(RECORDS FOR THE EXERCISE Opens)
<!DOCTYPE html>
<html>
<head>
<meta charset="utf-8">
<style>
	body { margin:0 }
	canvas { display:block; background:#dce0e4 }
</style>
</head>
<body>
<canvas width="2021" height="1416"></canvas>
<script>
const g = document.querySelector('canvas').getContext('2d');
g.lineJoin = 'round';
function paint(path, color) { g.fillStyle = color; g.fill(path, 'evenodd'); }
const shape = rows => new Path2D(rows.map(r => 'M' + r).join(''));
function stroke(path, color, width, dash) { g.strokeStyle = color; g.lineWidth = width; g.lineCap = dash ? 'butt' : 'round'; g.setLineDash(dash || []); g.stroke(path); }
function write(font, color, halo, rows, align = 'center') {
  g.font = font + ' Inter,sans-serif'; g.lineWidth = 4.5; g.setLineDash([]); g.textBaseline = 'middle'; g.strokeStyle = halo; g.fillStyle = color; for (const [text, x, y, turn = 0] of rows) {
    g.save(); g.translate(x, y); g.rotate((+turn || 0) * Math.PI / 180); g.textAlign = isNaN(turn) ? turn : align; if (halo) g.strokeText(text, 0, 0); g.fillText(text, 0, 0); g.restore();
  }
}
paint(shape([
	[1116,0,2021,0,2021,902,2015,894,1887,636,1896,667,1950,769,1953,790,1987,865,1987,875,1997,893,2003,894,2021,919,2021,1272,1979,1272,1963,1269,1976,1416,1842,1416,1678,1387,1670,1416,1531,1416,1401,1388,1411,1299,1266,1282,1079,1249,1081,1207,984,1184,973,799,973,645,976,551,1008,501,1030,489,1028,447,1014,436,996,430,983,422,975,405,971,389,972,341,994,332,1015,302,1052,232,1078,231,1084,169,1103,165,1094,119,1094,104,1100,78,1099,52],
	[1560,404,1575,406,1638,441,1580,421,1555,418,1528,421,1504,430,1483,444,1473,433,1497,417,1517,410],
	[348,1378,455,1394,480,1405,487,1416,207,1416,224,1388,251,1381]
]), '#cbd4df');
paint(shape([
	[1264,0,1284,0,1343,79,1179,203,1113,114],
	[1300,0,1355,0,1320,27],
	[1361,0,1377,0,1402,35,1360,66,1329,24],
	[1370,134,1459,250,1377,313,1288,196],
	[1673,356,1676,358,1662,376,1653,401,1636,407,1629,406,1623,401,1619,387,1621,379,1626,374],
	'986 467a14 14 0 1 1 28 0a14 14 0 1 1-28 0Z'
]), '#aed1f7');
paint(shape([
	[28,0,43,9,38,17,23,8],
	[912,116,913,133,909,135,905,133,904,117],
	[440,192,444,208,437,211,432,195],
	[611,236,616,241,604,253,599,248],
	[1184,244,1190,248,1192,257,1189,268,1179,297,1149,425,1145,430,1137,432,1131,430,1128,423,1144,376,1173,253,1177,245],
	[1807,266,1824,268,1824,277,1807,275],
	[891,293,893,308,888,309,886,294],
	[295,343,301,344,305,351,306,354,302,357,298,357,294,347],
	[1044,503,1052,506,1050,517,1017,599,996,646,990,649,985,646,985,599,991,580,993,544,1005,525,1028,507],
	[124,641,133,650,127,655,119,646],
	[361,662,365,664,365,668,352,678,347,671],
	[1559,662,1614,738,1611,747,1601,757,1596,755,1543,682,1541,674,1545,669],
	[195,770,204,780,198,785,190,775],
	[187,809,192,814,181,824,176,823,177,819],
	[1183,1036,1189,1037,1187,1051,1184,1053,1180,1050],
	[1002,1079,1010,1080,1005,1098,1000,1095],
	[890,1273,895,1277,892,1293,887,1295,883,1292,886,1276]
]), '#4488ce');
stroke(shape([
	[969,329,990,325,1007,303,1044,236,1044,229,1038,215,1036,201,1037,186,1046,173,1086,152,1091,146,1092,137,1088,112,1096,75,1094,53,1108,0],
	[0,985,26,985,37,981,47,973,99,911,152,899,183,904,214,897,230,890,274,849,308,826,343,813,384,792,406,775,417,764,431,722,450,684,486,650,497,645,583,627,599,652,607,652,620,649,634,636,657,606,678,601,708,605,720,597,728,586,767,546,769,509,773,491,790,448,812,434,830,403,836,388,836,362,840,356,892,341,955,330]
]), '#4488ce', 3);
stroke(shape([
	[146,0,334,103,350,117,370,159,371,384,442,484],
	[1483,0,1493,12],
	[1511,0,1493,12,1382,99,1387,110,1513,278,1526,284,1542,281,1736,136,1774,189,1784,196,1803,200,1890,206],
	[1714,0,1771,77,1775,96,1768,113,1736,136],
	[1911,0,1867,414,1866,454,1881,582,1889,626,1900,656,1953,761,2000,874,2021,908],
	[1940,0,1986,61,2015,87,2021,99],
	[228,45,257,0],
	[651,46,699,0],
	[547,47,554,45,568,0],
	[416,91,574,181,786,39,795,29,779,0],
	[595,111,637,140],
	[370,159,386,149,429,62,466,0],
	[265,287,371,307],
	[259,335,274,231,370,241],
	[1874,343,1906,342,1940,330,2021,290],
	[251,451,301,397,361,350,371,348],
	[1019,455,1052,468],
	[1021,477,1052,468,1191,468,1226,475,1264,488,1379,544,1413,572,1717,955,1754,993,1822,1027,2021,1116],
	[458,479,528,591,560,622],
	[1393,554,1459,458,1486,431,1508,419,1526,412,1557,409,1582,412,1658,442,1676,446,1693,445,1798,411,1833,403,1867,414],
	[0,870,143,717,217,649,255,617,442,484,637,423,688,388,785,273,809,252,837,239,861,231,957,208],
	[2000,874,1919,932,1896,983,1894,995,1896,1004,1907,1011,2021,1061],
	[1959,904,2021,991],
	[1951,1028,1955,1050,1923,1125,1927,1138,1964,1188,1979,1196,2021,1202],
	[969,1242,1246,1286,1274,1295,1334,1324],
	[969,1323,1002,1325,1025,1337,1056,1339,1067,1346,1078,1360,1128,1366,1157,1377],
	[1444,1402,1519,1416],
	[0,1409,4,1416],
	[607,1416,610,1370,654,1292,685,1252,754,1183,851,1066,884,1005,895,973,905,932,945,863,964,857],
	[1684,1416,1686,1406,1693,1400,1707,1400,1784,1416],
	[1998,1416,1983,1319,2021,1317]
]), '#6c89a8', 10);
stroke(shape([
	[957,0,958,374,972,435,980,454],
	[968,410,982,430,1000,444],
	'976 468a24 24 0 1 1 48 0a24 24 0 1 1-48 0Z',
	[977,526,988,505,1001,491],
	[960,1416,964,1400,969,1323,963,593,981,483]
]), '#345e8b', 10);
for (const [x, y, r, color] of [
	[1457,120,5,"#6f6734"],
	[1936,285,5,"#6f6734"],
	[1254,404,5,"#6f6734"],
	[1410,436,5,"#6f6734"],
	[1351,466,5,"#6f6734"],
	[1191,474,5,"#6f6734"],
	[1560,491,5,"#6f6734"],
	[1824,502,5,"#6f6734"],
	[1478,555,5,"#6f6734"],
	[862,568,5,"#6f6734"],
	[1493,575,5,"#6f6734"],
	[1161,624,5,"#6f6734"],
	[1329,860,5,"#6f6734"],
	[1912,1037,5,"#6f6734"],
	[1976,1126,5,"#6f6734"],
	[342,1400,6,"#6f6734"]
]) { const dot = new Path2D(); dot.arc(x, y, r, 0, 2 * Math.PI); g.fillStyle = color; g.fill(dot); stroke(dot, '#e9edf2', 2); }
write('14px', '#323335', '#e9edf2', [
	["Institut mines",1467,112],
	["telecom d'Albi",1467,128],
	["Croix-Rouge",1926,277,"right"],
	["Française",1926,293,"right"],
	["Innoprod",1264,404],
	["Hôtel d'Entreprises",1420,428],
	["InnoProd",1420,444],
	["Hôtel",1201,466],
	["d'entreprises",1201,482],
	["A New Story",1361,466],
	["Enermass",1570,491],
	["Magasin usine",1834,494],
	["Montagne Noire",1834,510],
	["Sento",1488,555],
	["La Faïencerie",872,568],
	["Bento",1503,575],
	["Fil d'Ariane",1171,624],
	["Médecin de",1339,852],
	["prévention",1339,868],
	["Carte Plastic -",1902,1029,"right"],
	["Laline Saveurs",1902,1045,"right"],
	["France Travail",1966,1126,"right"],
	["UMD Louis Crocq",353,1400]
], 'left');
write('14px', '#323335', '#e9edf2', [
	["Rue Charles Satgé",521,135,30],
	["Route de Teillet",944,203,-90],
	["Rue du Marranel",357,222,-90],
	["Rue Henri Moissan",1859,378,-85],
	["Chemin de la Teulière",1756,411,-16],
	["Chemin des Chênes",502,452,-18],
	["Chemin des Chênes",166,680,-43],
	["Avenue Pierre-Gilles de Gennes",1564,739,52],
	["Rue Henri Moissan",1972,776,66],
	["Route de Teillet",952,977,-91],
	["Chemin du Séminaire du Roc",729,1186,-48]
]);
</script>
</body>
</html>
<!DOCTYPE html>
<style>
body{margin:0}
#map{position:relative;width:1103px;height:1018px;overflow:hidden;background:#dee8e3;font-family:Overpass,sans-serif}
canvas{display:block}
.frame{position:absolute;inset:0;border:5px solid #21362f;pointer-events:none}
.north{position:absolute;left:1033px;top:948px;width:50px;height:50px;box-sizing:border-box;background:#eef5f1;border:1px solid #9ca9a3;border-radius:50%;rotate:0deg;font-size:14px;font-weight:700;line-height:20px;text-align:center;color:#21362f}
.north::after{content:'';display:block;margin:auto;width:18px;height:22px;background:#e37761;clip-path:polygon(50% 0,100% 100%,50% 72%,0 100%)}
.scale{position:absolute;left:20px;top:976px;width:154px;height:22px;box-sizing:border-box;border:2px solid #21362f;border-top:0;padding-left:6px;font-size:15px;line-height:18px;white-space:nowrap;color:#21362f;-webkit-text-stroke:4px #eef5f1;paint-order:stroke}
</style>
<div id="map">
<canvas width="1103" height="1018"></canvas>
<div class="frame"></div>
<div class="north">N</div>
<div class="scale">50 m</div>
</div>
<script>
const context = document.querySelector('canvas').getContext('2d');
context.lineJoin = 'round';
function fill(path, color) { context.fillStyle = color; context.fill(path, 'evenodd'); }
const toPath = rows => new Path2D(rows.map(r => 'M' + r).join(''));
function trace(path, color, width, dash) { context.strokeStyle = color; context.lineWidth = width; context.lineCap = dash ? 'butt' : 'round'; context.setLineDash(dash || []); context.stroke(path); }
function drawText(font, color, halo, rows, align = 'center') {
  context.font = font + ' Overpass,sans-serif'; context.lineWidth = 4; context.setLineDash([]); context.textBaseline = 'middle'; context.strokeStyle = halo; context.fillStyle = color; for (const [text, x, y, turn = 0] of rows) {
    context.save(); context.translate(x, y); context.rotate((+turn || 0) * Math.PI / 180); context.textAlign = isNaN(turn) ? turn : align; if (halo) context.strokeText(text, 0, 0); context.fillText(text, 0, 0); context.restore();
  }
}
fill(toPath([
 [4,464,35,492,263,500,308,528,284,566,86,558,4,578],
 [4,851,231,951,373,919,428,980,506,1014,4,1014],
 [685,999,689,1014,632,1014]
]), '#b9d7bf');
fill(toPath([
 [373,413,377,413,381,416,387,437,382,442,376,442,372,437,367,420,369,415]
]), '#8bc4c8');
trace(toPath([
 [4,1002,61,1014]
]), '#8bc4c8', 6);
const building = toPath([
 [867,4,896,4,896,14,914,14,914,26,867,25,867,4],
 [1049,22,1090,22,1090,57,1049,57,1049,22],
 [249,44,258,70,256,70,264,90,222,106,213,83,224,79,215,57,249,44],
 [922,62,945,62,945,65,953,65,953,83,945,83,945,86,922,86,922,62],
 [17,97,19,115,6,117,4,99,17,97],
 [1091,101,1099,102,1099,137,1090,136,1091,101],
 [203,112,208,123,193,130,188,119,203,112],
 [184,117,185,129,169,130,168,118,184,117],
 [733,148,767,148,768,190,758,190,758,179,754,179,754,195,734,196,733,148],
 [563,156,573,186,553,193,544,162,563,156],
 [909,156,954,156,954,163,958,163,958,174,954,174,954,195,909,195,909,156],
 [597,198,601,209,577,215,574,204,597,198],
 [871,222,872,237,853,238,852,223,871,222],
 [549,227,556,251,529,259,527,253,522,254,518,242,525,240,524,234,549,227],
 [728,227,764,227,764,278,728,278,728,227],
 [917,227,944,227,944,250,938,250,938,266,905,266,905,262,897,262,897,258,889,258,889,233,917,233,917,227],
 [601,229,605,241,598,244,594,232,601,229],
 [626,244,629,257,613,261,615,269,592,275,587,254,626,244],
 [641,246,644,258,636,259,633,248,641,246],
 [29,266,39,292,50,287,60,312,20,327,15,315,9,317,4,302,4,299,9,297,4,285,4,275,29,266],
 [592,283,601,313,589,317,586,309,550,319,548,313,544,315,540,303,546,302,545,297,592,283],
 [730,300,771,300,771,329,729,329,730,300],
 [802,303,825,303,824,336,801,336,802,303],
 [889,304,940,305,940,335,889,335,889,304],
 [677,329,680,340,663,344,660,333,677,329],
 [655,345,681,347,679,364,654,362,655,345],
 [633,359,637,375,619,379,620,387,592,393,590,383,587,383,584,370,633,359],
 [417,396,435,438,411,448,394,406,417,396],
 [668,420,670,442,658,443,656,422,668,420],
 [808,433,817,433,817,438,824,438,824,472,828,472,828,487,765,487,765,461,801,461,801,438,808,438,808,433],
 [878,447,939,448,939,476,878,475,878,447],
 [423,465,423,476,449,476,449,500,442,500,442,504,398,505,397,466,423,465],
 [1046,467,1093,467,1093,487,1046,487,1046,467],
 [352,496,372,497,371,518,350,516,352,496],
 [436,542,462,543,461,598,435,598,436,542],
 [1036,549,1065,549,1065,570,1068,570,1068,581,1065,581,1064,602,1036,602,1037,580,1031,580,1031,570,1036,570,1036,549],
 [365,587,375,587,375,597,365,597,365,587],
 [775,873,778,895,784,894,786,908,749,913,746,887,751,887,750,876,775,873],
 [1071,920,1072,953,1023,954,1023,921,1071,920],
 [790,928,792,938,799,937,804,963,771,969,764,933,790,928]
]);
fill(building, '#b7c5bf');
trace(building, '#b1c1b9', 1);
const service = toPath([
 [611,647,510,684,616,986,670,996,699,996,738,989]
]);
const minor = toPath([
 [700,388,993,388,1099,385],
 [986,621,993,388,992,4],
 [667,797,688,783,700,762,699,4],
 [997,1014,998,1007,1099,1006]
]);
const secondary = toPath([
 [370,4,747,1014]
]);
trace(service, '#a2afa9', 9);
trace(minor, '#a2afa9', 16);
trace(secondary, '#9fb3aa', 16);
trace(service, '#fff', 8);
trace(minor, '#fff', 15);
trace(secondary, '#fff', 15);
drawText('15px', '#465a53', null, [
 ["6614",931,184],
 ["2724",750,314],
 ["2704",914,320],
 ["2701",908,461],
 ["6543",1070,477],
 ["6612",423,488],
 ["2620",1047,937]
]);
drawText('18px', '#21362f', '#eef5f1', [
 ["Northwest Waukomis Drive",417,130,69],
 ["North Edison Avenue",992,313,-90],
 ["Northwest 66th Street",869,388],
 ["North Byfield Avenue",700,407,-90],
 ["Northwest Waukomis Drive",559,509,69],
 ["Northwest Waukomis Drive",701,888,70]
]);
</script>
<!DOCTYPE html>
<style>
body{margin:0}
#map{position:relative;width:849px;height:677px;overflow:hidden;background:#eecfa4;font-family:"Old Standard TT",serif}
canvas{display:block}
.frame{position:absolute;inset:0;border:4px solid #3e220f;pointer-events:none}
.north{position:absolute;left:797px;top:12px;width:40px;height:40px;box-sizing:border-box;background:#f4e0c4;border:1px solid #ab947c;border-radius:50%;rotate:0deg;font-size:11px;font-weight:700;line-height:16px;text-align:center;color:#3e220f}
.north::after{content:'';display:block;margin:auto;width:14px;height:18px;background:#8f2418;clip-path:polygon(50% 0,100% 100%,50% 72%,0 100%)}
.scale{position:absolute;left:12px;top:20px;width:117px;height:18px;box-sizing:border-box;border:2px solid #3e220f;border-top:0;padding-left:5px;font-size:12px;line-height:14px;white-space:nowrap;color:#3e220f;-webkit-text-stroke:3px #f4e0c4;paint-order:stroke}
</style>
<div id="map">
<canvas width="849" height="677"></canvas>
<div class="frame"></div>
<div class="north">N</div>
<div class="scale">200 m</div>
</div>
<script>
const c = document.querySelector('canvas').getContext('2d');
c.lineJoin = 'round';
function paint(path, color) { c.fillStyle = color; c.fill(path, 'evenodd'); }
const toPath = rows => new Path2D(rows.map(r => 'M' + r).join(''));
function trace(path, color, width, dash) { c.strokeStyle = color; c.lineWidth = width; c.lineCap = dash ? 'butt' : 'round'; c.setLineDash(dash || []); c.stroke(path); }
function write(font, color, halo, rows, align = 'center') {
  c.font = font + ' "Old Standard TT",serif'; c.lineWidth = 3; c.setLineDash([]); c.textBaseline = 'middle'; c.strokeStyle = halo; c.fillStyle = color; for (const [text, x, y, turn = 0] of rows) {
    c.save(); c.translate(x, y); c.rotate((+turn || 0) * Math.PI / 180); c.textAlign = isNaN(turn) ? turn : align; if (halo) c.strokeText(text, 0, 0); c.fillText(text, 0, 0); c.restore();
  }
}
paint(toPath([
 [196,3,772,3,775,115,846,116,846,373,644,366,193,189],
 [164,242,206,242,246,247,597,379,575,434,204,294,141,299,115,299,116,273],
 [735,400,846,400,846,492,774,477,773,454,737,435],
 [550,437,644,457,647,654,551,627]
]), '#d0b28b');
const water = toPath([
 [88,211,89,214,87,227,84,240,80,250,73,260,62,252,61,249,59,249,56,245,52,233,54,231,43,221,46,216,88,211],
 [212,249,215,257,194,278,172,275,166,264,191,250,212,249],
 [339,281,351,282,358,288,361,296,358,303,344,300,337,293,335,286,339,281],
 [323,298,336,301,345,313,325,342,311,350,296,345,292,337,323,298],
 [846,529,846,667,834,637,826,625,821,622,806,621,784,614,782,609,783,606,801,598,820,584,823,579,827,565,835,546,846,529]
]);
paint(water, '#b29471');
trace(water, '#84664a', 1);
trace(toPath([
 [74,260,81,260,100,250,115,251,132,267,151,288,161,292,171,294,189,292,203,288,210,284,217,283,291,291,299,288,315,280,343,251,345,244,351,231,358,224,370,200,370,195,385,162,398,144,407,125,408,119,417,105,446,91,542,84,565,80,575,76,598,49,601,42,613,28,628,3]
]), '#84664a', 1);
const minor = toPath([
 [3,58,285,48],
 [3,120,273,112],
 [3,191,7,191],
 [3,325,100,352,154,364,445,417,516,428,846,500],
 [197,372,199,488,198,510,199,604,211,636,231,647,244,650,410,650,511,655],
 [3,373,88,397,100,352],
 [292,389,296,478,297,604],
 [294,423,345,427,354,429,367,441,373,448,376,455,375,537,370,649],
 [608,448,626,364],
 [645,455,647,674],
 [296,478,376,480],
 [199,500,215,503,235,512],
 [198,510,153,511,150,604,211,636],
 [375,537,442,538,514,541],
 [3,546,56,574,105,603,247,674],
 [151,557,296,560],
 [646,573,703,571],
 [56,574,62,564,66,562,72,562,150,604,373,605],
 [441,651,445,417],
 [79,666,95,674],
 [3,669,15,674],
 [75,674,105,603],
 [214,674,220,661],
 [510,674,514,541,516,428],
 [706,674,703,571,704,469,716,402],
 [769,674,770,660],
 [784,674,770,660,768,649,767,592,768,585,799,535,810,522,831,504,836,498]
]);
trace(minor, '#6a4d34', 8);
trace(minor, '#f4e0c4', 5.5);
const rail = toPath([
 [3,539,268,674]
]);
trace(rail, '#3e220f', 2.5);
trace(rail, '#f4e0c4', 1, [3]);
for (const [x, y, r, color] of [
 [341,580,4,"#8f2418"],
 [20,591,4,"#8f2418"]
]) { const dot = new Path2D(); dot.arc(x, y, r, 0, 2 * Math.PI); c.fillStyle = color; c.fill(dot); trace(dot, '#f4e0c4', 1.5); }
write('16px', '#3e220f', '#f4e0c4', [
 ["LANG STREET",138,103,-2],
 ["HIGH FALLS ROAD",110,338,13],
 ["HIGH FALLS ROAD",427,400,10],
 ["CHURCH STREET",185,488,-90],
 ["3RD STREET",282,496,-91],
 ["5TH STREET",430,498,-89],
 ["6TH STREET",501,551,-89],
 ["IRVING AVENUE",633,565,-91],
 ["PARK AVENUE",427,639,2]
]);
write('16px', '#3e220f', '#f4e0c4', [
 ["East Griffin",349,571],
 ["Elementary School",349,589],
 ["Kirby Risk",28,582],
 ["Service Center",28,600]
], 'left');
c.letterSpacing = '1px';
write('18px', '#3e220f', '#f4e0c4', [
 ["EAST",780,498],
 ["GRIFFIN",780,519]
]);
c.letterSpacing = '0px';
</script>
(RECORDS FOR THE EXERCISE Closes)
EXERCISE INSTRUCTIONS: Restate the data word for word. Begin at its first line, end at the line that contains "color; g.fill(path, 'evenodd');", and include both.

TASK SOLUTION:
<!DOCTYPE html>
<html>
<head>
<meta charset="utf-8">
<style>
	body { margin:0 }
	canvas { display:block; background:#dce0e4 }
</style>
</head>
<body>
<canvas width="2021" height="1416"></canvas>
<script>
const g = document.querySelector('canvas').getContext('2d');
g.lineJoin = 'round';
function paint(path, color) { g.fillStyle = color; g.fill(path, 'evenodd'); }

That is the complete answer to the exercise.